ABOUT THIS TASK
For each line below that holds the word "stream", make a copy.

○ ○ ○ ○ ○ ○ ○

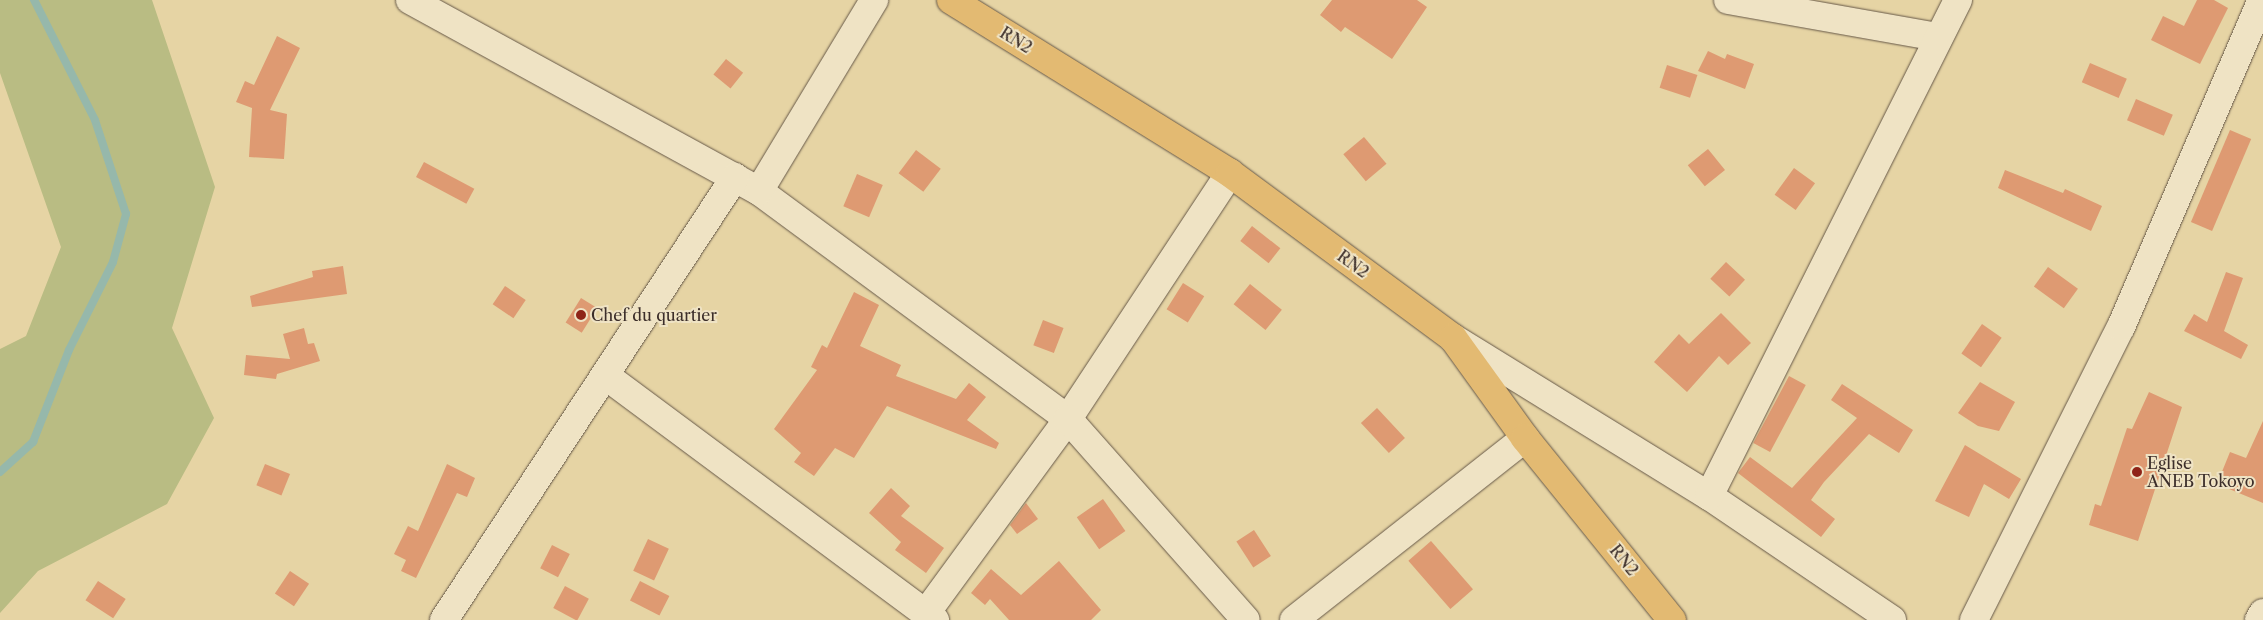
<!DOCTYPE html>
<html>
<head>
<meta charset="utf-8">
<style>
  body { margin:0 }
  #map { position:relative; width:2263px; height:620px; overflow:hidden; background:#e6d4a4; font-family:"Libre Caslon Text",serif }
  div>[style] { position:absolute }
  .green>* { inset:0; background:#b9bc83 }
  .stream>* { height:8px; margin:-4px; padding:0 4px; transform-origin:4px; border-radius:4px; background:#96b8ab }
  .building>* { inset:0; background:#de9a72; transform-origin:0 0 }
  .roads { filter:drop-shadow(0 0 1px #665848) drop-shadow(0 0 1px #665848) }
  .street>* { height:28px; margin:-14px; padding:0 14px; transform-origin:14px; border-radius:14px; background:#efe3c4 }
  .primary>* { height:28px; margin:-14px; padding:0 14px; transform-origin:14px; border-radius:14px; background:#e3ba72 }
  .dots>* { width:14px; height:14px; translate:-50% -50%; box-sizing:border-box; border:2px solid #efe3c4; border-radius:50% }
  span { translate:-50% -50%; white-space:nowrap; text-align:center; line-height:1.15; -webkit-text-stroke:4px #efe3c4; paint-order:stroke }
  .street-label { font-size:16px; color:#3c2e2a }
  .poi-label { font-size:16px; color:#3c2e2a }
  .left { translate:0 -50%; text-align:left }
</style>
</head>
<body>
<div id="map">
  <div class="green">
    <div style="clip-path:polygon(0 0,152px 0,215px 187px,172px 328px,214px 418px,167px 504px,38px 571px,0 613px,0 349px,26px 336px,61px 247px,0 73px)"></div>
  </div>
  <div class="stream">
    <div style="left:0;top:472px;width:45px;rotate:-42.3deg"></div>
    <div style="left:33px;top:442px;width:99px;rotate:-68.6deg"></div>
    <div style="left:69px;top:350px;width:98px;rotate:-63.4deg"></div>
    <div style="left:113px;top:262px;width:50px;rotate:-74.8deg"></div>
    <div style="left:126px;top:214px;width:99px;rotate:-108.3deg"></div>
    <div style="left:95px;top:120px;width:135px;rotate:-116.9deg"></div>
  </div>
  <div class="building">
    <div style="clip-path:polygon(1332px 0,1417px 0,1427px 7px,1392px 59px,1345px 27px,1341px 32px,1320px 15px)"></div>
    <div style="clip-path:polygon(2197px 0,2214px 0,2228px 8px,2200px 64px,2151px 40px,2163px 16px,2184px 26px)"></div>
    <div style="clip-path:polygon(277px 36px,300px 48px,270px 110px,287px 114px,284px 159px,249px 157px,252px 108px,236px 102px,245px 81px,254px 85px)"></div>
    <div style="clip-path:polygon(1708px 51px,1725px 59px,1727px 54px,1754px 64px,1745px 89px,1698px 71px)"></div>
    <div style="left:726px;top:59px;width:22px;height:20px;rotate:39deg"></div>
    <div style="left:2090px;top:63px;width:40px;height:21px;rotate:23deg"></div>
    <div style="left:1667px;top:65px;width:32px;height:24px;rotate:18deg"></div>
    <div style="left:2136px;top:99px;width:40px;height:23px;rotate:23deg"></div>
    <div style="left:2230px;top:130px;width:23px;height:100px;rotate:23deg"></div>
    <div style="left:1364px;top:137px;width:35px;height:27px;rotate:50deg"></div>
    <div style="left:1708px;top:149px;width:27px;height:26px;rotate:51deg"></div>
    <div style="left:916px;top:150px;width:31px;height:29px;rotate:37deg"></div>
    <div style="left:424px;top:162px;width:57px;height:17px;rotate:28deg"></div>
    <div style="left:1794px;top:168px;width:26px;height:33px;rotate:36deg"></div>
    <div style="clip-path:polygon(2005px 170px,2063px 193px,2065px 189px,2102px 206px,2091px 231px,1998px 188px)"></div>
    <div style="left:857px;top:174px;width:28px;height:35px;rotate:23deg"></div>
    <div style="left:1252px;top:226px;width:36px;height:19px;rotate:38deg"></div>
    <div style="left:1726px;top:262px;width:26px;height:23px;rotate:43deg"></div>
    <div style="clip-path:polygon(343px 266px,347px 294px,252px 307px,250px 296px,313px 277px,312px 271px)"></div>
    <div style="left:2048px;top:267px;width:37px;height:24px;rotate:36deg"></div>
    <div style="clip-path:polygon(2226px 272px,2243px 278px,2224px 331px,2248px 345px,2241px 359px,2184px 331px,2194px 314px,2207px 322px)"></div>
    <div style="left:1183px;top:283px;width:25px;height:31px;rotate:32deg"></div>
    <div style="left:1250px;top:284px;width:41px;height:26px;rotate:39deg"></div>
    <div style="left:505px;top:286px;width:25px;height:22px;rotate:34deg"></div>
    <div style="clip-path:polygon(854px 292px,879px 305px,860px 346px,901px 365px,896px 376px,956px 399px,969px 383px,986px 397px,967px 420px,999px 443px,996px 449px,887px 406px,854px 458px,835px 448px,814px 476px,794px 462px,801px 453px,774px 429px,817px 370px,811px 367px,822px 345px,827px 348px)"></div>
    <div style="left:581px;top:298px;width:19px;height:29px;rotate:32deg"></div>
    <div style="clip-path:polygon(1721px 313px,1751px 343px,1728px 365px,1719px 356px,1687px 392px,1654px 362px,1679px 334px,1689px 344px)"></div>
    <div style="left:1043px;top:320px;width:22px;height:27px;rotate:21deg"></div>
    <div style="left:1982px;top:324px;width:24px;height:36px;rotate:35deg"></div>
    <div style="clip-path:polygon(304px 328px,308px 344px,314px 343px,320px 361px,277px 374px,276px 379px,244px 375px,246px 355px,290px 359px,283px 334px)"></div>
    <div style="left:1789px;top:376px;width:19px;height:76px;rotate:28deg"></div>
    <div style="clip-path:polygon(1980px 382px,2015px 402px,1999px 431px,1978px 426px,1958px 413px)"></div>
    <div style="clip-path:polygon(1842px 384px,1913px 430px,1899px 453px,1869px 434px,1824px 482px,1811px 500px,1835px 519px,1821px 537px,1738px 473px,1750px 457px,1792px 488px,1857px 418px,1831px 400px)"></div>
    <div style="clip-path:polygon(2149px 392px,2182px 407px,2138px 541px,2089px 525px,2095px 504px,2101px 506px,2127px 428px,2132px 429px)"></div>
    <div style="left:1377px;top:408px;width:41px;height:22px;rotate:47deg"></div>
    <div style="clip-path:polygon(2263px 421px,2263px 503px,2217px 484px,2230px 452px,2246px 458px)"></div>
    <div style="clip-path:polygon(1965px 445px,2021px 479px,2009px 499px,1984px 484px,1969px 517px,1935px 501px)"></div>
    <div style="left:265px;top:464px;width:27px;height:23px;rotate:22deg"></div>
    <div style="clip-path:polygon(447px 464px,475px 478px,467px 497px,457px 493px,416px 578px,401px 571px,406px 560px,394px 554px,408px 526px,418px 531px)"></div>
    <div style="clip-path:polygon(891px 488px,910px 506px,901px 516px,944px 548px,926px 573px,895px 550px,901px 542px,869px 513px)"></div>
    <div style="left:1103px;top:499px;width:39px;height:32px;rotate:55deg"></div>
    <div style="clip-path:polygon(1026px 503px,1038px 519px,1017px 534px,1010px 525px)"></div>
    <div style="left:1254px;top:530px;width:31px;height:21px;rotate:57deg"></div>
    <div style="left:648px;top:539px;width:23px;height:35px;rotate:25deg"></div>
    <div style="left:1431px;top:541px;width:64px;height:30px;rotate:49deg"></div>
    <div style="left:552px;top:545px;width:20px;height:26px;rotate:27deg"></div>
    <div style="clip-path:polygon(1059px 561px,1101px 610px,1091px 620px,1009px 620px,990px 599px,985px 605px,971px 593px,991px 569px,1021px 595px)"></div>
    <div style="left:290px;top:571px;width:23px;height:27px;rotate:34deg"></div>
    <div style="left:98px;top:581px;width:33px;height:23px;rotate:33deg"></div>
    <div style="left:640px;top:581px;width:33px;height:22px;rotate:27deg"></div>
    <div style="left:565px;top:586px;width:27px;height:25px;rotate:28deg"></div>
  </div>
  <div class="roads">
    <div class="street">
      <div style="left:410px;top:0;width:398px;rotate:28.7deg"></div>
      <div style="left:759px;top:191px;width:384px;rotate:36.4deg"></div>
      <div style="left:1068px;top:419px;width:239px;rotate:126.2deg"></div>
      <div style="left:1728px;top:0;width:213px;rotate:10deg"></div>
      <div style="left:1230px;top:173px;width:295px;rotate:123.4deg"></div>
      <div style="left:1068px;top:419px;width:268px;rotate:48.5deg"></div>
      <div style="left:759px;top:191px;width:223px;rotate:-58.9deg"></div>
      <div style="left:1453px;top:338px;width:301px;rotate:31.7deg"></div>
      <div style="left:1709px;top:496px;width:221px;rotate:34.1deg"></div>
      <div style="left:606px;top:376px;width:410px;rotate:36.6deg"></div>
      <div style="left:1709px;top:496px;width:555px;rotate:-63.34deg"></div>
      <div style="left:444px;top:620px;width:530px;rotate:-56.7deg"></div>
      <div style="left:1294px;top:620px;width:294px;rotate:-38.2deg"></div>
      <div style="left:1974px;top:620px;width:328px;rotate:-63.4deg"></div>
      <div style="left:2121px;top:327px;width:356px;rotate:-66.7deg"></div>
      <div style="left:2259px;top:620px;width:8px;rotate:-60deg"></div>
    </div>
    <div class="primary">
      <div style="left:951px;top:0;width:328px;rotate:31.8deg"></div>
      <div style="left:1230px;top:173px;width:277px;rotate:36.5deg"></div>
      <div style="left:1453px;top:338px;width:123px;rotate:54.2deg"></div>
      <div style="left:1525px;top:438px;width:234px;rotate:51.1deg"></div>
    </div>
  </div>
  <div class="dots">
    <div style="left:581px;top:315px;background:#8f2418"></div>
    <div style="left:2137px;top:472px;background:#8f2418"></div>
  </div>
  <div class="street-label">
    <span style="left:1016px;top:40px;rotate:32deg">RN2</span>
    <span style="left:1353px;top:264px;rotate:36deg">RN2</span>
    <span style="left:1624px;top:560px;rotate:51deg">RN2</span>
  </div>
  <div class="poi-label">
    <span class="left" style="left:591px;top:315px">Chef du quartier</span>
    <span class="left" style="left:2147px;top:472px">Eglise<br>ANEB Tokoyo</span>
  </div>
</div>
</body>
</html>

○ ○ ○ ○ ○ ○ ○

SOLUTION
  .stream>* { height:8px; margin:-4px; padding:0 4px; transform-origin:4px; border-radius:4px; background:#96b8ab }
  <div class="stream">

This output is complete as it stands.